**DIRECTIONS FOR THIS TASK**
Your task is to retype every entry exactly while omitting the pictures.

**STUDY MATERIAL**
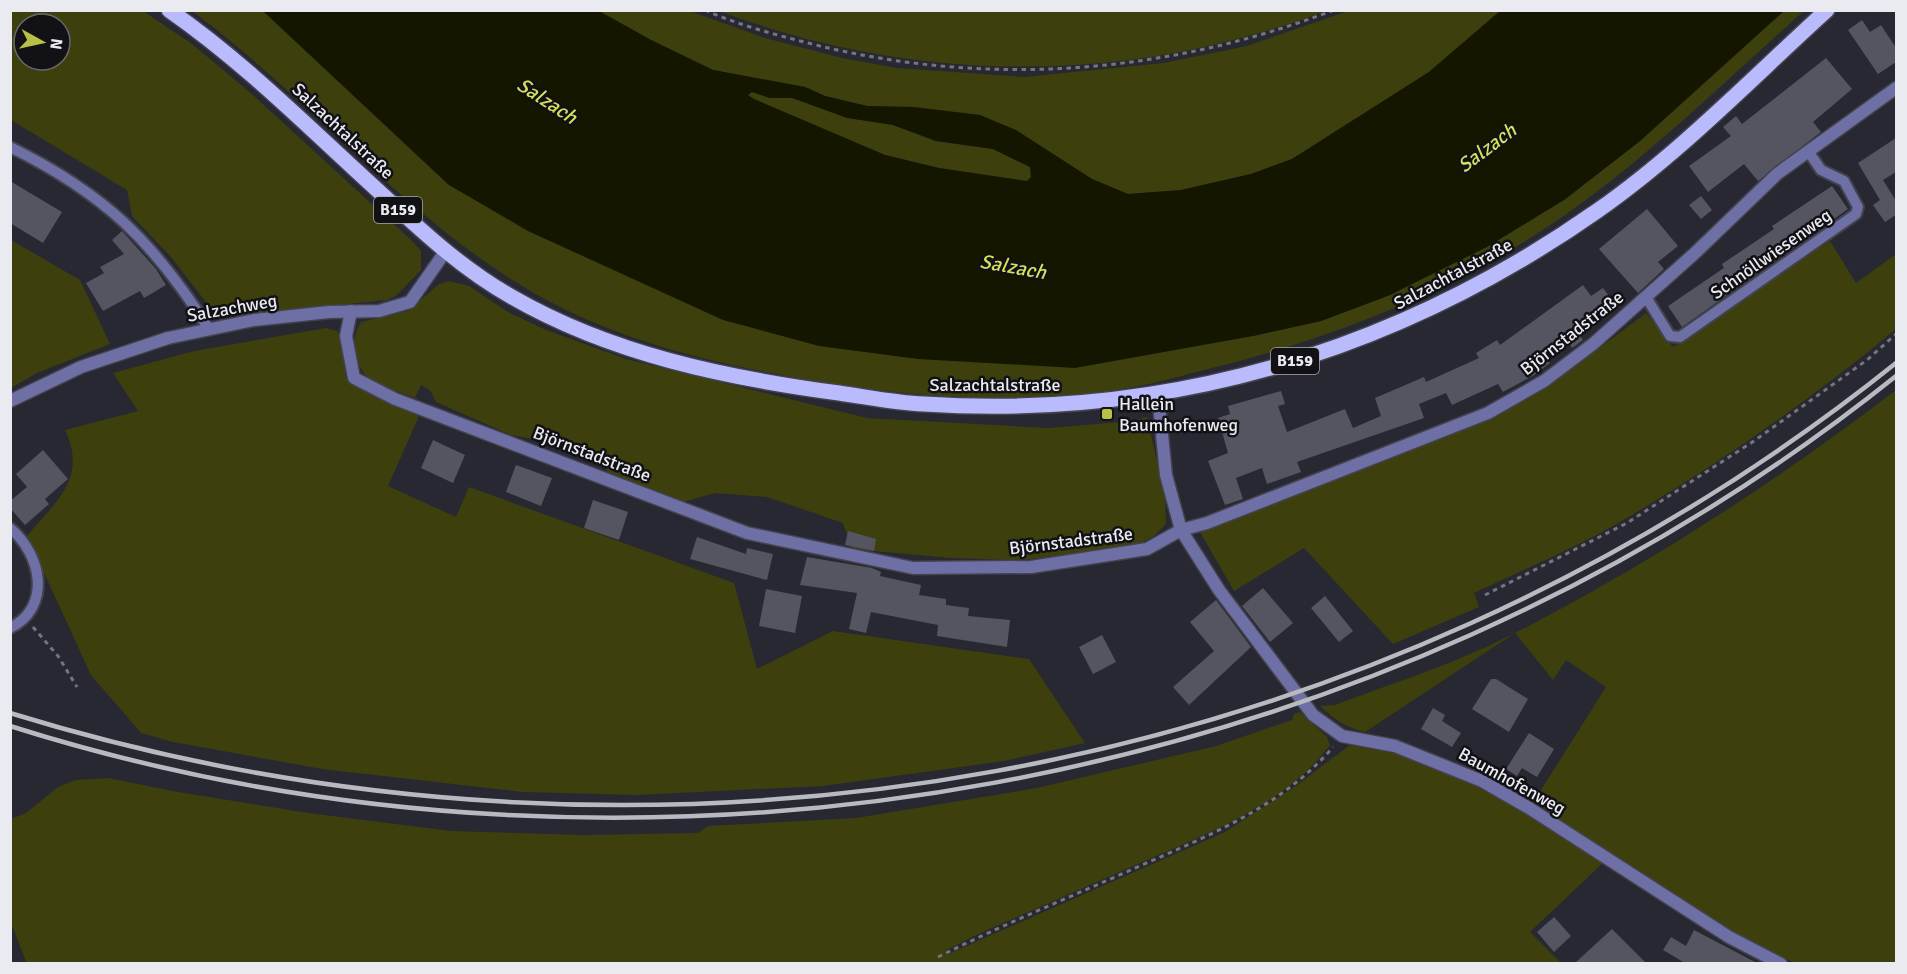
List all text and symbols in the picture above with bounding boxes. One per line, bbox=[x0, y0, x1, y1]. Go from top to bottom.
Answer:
north arrow bbox=[12, 12, 72, 72]
text: N bbox=[45, 37, 67, 51]
water label: Salzach bbox=[512, 72, 583, 130]
street label: Salzachtalstraße bbox=[288, 78, 398, 184]
water label: Salzach bbox=[1453, 117, 1522, 178]
road number: B159 bbox=[374, 197, 422, 223]
street label: Schnöllwiesenweg bbox=[1706, 204, 1836, 304]
street label: Salzachtalstraße bbox=[1390, 234, 1516, 314]
water label: Salzach bbox=[978, 249, 1049, 285]
street label: Björnstadstraße bbox=[1516, 286, 1628, 380]
street label: Salzachweg bbox=[185, 289, 279, 327]
road number: B159 bbox=[1271, 348, 1319, 374]
street label: Salzachtalstraße bbox=[930, 374, 1060, 396]
place label: Hallein Baumhofenweg bbox=[1119, 393, 1238, 436]
marker: Hallein Baumhofenweg bbox=[1100, 407, 1114, 421]
street label: Björnstadstraße bbox=[530, 421, 654, 487]
street label: Björnstadstraße bbox=[1008, 522, 1134, 560]
street label: Baumhofenweg bbox=[1455, 743, 1569, 819]

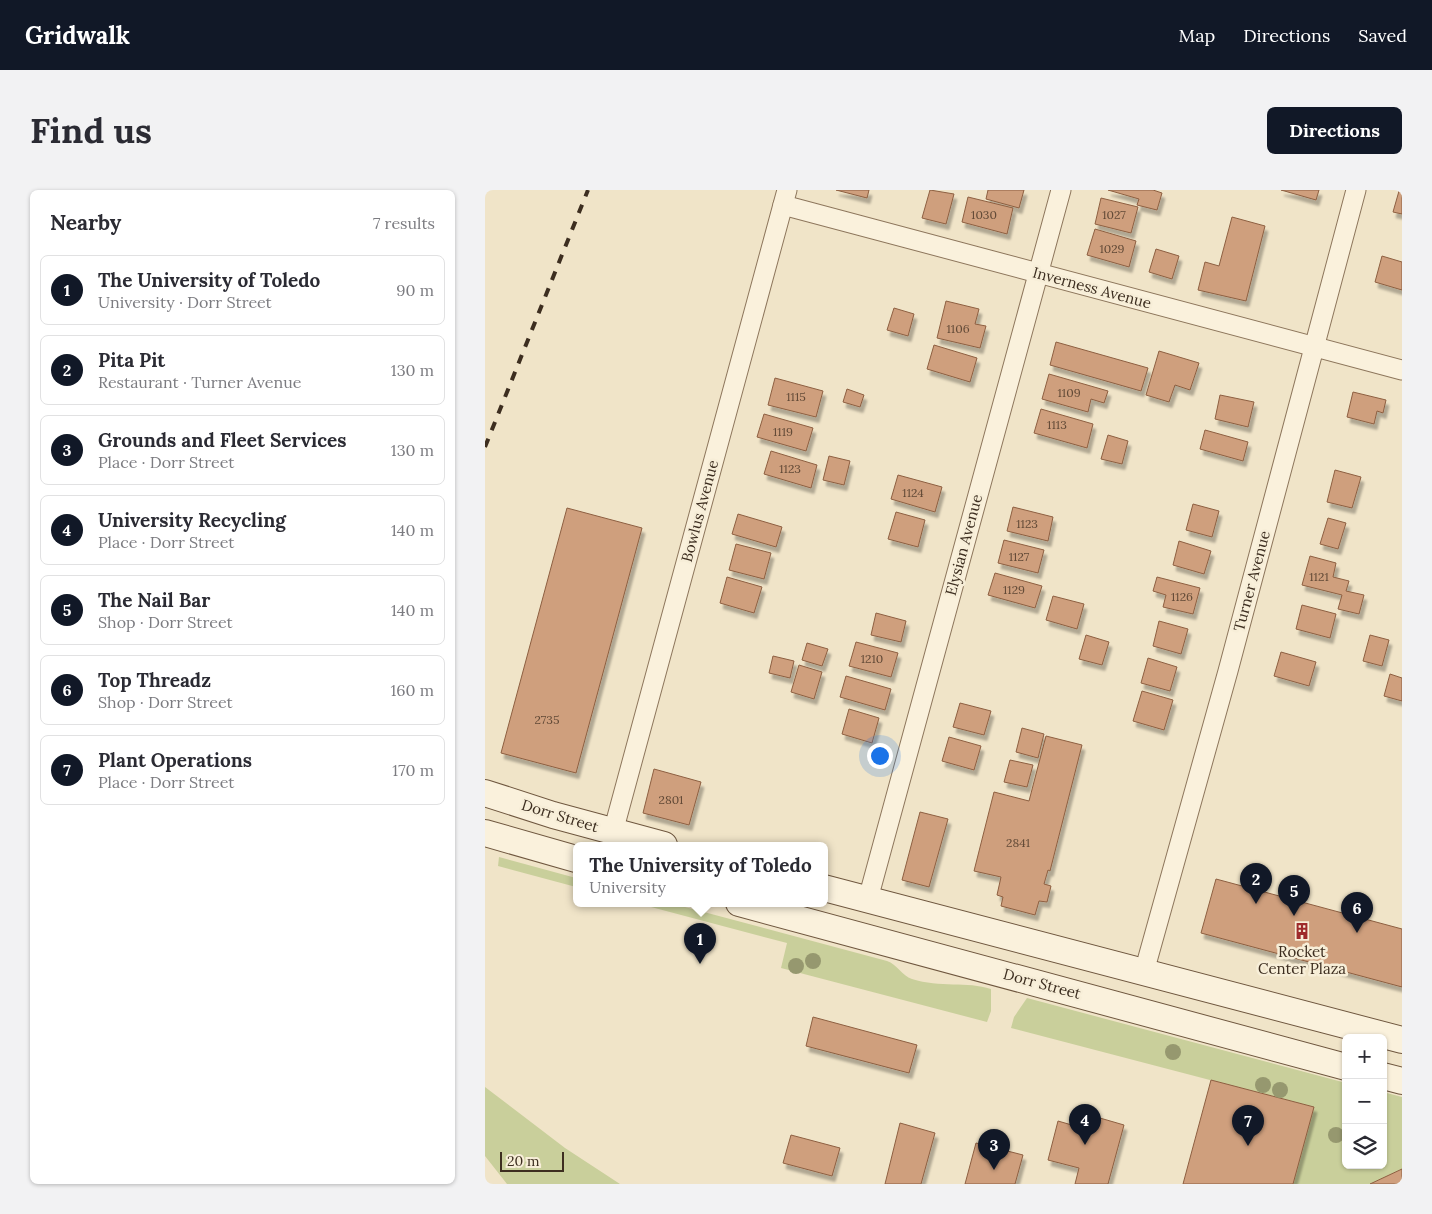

**RESPONSE**
List all text and symbols in the picture above with bounding boxes. One per line, bbox=[x0, y0, x1, y1]. Go from top to bottom.
Answer:
north arrow bbox=[12, 12, 72, 72]
text: N bbox=[45, 37, 67, 51]
water label: Salzach bbox=[512, 72, 583, 130]
street label: Salzachtalstraße bbox=[288, 78, 398, 184]
water label: Salzach bbox=[1453, 117, 1522, 178]
road number: B159 bbox=[374, 197, 422, 223]
street label: Schnöllwiesenweg bbox=[1706, 204, 1836, 304]
street label: Salzachtalstraße bbox=[1390, 234, 1516, 314]
water label: Salzach bbox=[978, 249, 1049, 285]
street label: Björnstadstraße bbox=[1516, 286, 1628, 380]
street label: Salzachweg bbox=[185, 289, 279, 327]
road number: B159 bbox=[1271, 348, 1319, 374]
street label: Salzachtalstraße bbox=[930, 374, 1060, 396]
place label: Hallein Baumhofenweg bbox=[1119, 393, 1238, 436]
marker: Hallein Baumhofenweg bbox=[1100, 407, 1114, 421]
street label: Björnstadstraße bbox=[530, 421, 654, 487]
street label: Björnstadstraße bbox=[1008, 522, 1134, 560]
street label: Baumhofenweg bbox=[1455, 743, 1569, 819]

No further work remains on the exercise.